Some of the biggest crowds have gathered over the years to hear Janelle Lauer in 2010 and Euforquestra in 2007 before the band moved from Iowa City to Fort Collins, Colo., the following summer.
“They played an awesome set of Afrobeat music,” he says of Euforquestra. Another Iowa musician with a far reach is Gabriel Espinosa, director of Jazz Studies at Central College in Pella, who performed at Jazz Under the Stars in 2003 with his band Ashanti.
- Jazz Under the Stars, a free event, happens at 7 p.m. every Thursday in August at Noelridge Park in Cedar Rapids.
- Food is available for purchase or bring picnics and seating
- The lineup: Aug. 2 The Fez; Aug. 9 The Johnny Kilowatt Band featuring Gloria Hardiman; Aug. 16 Elsie Parker and The Poor People of Paris; Aug. 23 Equilateral; Aug. 30 Orquesta Alto Maiz
- Click for more info.
“With the work he’s been doing for Zoho records, Gabriel Espinosa has become quite a force to be reckoned with on the national jazz scene, which is really exciting,” Green says.
But it’s another Latin jazz band that’s grabbing this year’s Jazz Under the Stars spotlight.
Orquesta de Jazz y Salsa Alto Maiz, which began as a one-night stand for the University of Northern Iowa’s Tall Corn Jazz Festival in 1986, has since shortened its name and will play its final gig under the current 11-member lineup Aug. 30. Seven players are leaving, but the others are planning to continue in a new configuration.
Leaving are original core members Bob Washut, piano, James Dreier, drum set, and Dan Hummel, percussion; as well as longtime players Steve Grismore, guitar, Brent Sandy, lead trumpet, and Rich Medd, trombone.

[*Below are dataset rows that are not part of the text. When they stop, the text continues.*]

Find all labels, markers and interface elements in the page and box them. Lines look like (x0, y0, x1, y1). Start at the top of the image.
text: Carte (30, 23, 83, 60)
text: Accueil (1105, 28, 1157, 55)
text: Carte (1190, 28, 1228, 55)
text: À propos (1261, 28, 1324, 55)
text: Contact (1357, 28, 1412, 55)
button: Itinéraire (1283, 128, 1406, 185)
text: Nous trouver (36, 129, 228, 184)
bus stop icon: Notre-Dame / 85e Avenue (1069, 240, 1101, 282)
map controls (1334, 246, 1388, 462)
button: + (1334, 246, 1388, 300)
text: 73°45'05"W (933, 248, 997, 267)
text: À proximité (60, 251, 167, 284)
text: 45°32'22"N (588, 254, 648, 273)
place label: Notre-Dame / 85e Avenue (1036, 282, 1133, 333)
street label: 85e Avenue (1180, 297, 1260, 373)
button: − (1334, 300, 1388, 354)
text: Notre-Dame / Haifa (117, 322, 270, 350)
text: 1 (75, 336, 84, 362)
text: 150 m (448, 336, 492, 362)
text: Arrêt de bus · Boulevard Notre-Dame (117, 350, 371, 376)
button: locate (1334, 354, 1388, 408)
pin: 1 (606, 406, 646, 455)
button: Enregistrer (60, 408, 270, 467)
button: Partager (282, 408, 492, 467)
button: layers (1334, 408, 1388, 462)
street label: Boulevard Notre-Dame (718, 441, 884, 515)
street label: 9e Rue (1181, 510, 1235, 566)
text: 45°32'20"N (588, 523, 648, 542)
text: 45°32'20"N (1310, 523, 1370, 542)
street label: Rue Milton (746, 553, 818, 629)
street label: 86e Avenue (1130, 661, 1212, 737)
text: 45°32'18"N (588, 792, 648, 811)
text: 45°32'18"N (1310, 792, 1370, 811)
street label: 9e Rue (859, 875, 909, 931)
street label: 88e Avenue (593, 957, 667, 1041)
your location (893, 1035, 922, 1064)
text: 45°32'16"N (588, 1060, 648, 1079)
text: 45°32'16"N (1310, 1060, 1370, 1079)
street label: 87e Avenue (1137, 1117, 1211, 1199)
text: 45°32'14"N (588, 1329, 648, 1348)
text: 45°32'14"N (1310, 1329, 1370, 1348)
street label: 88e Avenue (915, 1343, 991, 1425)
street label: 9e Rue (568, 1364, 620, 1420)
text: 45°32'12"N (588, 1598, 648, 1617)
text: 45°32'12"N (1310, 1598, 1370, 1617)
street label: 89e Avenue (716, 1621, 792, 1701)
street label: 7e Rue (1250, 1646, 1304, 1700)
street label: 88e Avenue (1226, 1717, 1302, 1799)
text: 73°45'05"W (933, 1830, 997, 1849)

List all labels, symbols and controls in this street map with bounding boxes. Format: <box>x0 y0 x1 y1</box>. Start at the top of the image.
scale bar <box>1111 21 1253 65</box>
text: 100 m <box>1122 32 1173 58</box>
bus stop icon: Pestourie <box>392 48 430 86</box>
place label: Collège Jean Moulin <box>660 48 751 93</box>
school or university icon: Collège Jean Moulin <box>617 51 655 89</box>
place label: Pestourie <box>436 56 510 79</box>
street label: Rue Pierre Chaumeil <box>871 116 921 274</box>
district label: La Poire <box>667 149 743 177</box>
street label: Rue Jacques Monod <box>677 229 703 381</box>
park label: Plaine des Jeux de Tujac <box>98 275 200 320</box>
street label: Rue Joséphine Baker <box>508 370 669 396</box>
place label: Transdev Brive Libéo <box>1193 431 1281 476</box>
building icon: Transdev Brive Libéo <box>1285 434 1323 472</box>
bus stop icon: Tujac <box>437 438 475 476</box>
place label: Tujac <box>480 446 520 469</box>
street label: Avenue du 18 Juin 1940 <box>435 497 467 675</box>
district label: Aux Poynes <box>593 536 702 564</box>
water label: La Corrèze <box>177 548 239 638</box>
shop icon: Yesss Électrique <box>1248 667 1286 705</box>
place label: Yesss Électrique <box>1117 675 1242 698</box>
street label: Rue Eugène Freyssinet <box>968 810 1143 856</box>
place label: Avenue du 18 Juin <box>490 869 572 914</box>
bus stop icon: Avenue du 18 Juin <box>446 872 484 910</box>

Bassist Dan Oline has already quit, so Forest Stewart of Kansas City, one of the band’s earlier bassists, will slip back into that groove at for the Noelridge gig.
Other members are Ed East, percussion, Bob Thompson, reeds, Paul Cunliffe, percussion, and Bill Bergren, trumpet.
The change-up “is something that just came about recently,” says Washut, 61, of Cedar Falls. A music professor at UNI since 1980, he directed the university’s jazz studies until 2002. He still teaches, but now he’s looking to phase out of the salsa side band he helped establish and look into other opportunities with other ensembles.
“Jim Dreier and I are on the same page, in terms of our thoughts and feelings about it, feeling like the time is right” to leave Orquesta Alto Maiz, whose name reflects its Tall Corn roots. “I feel like a lot of the energy we had in the old days is gone,” he says. “We still enjoy playing, but for me, the level of musicianship is not what it should be.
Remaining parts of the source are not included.